- _Work to complete_
Among the lines below, return each one that contains the word "lineWidth".

- _Data supplied_
━━━
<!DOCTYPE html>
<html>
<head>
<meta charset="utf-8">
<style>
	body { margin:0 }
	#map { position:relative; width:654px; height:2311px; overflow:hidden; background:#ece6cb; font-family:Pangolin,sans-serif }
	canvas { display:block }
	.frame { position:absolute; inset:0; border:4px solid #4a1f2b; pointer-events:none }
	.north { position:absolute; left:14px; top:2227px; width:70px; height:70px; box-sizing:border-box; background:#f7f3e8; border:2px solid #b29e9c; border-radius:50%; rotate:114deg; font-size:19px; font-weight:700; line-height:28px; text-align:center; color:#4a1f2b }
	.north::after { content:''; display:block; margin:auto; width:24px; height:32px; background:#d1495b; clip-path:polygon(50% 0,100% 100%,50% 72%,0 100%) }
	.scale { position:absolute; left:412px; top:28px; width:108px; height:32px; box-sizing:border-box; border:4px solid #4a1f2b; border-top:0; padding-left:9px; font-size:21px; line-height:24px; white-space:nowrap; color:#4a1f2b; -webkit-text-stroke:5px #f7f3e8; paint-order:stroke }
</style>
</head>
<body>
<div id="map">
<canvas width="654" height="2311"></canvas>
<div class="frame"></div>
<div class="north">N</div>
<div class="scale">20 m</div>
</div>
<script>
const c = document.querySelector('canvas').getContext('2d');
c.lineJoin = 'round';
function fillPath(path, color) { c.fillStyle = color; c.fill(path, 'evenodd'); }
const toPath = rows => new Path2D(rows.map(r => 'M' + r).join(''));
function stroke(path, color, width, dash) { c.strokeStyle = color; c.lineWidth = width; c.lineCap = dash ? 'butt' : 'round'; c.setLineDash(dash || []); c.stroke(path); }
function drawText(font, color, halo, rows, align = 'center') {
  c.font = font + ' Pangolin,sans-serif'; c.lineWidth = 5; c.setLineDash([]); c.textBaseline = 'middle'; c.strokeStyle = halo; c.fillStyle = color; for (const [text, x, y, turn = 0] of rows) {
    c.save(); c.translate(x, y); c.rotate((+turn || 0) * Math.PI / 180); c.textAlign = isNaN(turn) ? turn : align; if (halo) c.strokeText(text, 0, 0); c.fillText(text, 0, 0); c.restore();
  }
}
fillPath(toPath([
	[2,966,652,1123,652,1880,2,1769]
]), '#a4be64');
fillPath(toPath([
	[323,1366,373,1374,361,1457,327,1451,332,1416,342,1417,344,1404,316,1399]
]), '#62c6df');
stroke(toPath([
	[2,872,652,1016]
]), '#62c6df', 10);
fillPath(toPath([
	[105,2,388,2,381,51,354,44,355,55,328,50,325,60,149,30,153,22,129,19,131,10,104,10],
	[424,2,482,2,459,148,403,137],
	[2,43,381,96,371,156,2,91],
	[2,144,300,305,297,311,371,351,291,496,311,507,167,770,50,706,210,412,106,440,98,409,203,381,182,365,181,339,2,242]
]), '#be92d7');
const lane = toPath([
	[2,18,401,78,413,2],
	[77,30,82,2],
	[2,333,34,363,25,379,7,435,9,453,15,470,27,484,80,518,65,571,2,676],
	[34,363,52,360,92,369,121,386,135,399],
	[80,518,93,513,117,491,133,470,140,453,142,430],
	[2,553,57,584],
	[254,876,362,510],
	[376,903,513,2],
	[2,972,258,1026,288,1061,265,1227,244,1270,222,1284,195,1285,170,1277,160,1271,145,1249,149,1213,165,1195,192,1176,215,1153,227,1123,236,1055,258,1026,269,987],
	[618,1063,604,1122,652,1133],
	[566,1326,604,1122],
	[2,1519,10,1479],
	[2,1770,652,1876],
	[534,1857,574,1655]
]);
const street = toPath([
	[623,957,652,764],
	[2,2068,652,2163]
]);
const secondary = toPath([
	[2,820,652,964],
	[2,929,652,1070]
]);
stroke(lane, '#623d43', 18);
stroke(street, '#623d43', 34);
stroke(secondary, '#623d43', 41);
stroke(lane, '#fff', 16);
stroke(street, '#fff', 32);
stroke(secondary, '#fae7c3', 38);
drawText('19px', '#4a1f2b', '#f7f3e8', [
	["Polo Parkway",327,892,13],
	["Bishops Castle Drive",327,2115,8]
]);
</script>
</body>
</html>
━━━
- _Response to the exercise_
function stroke(path, color, width, dash) { c.strokeStyle = color; c.lineWidth = width; c.lineCap = dash ? 'butt' : 'round'; c.setLineDash(dash || []); c.stroke(path); }
  c.font = font + ' Pangolin,sans-serif'; c.lineWidth = 5; c.setLineDash([]); c.textBaseline = 'middle'; c.strokeStyle = halo; c.fillStyle = color; for (const [text, x, y, turn = 0] of rows) {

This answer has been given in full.